═══ RECORDED INFORMATION

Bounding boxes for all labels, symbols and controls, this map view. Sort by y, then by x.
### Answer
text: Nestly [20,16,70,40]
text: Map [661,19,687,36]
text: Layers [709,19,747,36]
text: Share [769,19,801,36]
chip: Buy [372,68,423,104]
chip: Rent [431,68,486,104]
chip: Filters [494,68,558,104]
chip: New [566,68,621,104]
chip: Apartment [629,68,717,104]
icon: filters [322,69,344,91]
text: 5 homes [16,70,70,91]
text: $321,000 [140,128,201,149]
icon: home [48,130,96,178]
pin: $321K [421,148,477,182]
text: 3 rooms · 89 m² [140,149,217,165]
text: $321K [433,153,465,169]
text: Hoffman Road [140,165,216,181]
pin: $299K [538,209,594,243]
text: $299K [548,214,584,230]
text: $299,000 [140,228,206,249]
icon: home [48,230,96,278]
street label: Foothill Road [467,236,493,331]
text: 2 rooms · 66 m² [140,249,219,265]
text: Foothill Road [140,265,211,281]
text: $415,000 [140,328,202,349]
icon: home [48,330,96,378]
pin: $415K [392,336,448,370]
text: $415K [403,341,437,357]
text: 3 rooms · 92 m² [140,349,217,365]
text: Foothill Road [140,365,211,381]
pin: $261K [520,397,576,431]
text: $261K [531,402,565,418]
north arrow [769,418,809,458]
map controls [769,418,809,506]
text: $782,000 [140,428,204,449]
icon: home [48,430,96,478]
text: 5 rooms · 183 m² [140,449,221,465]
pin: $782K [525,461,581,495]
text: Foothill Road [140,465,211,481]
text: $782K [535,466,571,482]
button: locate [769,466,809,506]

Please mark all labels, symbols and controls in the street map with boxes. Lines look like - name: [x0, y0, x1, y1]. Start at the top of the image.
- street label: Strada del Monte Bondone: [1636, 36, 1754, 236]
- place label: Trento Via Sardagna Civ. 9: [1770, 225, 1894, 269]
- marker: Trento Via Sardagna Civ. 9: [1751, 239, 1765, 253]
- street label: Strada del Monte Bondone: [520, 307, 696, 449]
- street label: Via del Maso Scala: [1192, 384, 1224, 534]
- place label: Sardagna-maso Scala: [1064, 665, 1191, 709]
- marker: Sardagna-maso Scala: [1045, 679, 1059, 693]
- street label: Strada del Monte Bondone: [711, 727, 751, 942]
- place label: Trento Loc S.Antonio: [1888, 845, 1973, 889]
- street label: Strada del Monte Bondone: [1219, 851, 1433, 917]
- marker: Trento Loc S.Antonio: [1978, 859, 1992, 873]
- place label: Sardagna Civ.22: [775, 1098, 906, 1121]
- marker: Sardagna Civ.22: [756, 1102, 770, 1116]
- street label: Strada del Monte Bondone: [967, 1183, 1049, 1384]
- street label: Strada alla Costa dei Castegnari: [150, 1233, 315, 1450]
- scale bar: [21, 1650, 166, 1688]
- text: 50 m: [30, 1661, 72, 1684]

══════
═══ RECORDED INFORMATION

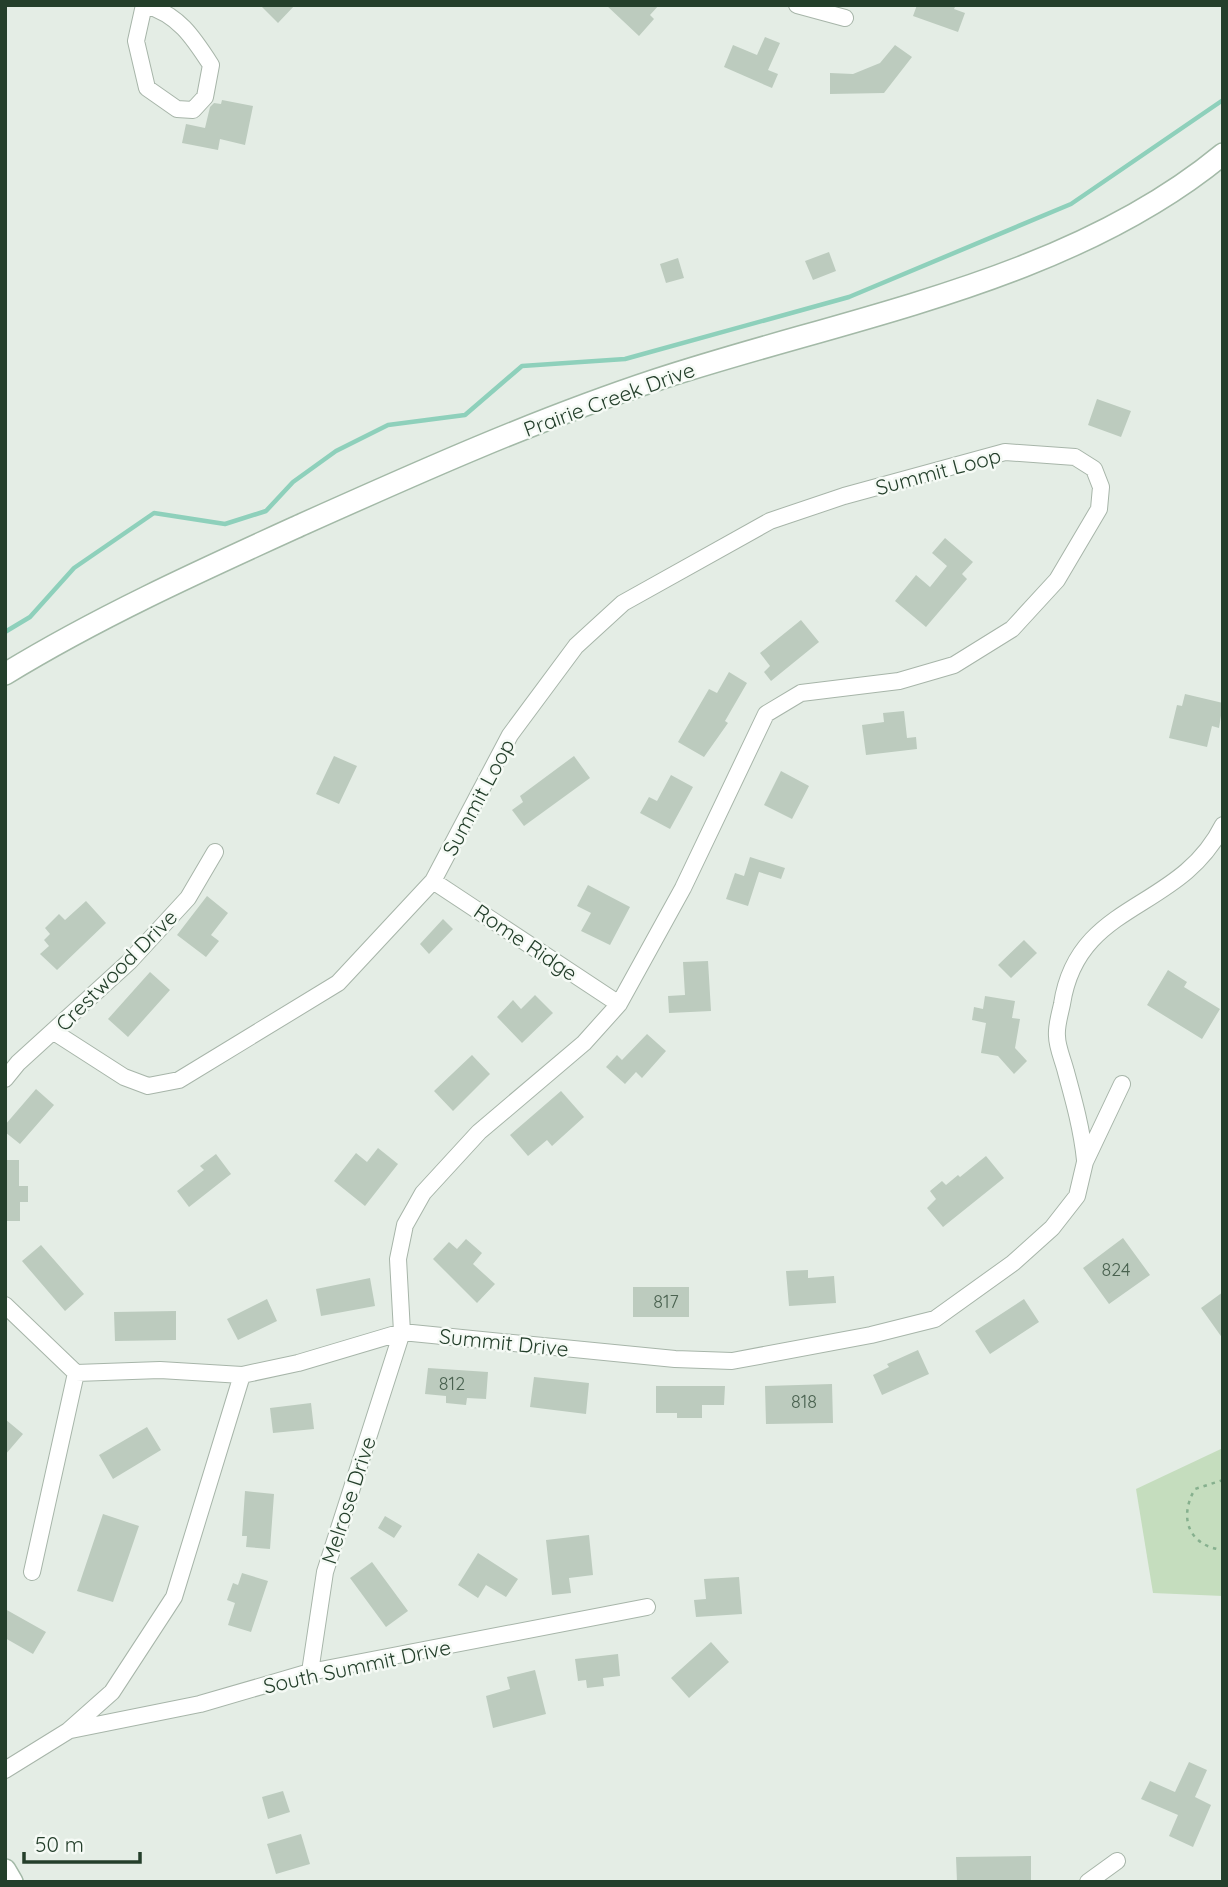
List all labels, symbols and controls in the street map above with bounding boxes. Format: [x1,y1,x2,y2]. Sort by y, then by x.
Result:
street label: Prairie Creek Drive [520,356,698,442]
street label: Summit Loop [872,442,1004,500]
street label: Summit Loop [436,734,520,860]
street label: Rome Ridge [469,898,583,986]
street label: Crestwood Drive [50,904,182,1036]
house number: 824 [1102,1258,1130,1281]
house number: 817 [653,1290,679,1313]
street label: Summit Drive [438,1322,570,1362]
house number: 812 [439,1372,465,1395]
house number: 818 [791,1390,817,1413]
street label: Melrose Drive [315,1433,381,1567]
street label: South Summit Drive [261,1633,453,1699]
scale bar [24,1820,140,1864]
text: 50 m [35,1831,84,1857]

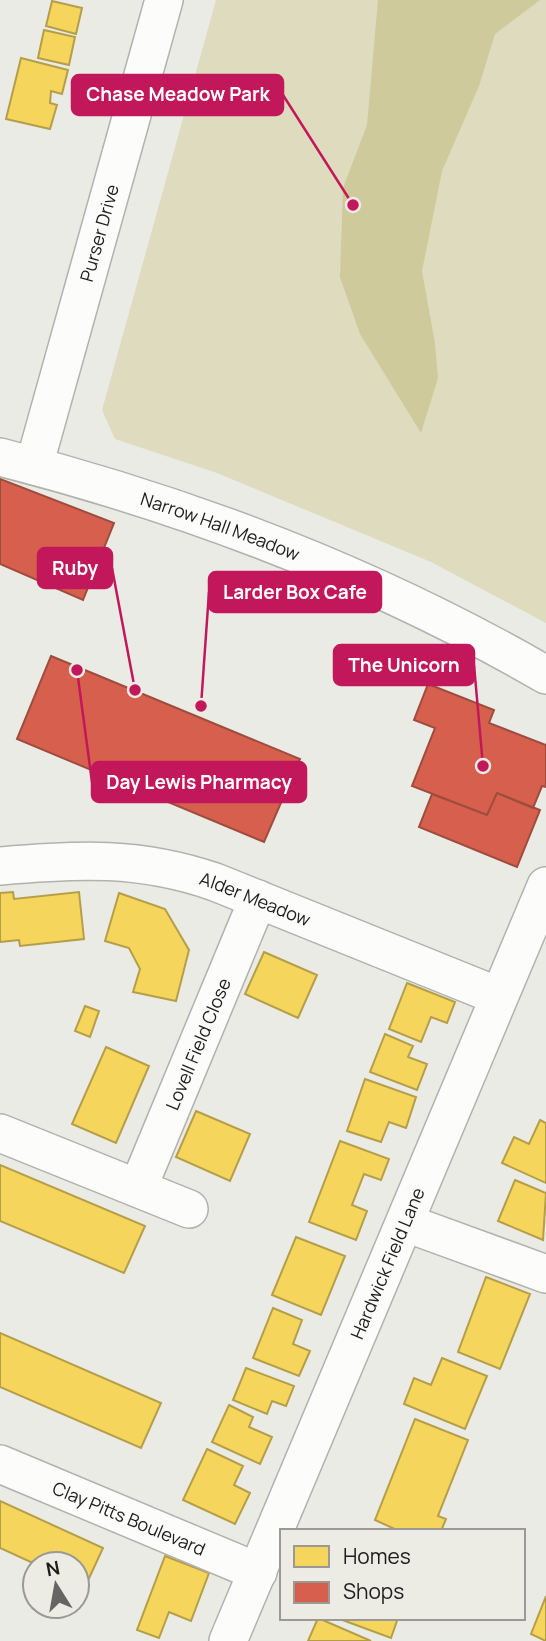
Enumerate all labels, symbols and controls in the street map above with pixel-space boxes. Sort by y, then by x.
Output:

══════

(INSTRUCTIONS TO FOLLOW): Wherever a line in the records contains the word "above", copy that line.

(SOLUTION BELOW):
List all labels, symbols and controls in the street map above with bounding boxes. Format: [x1,y1,x2,y2]. Sort by y, then by x.
Enumerate all labels, symbols and controls in the street map above with pixel-space boxes. Sort by y, then by x.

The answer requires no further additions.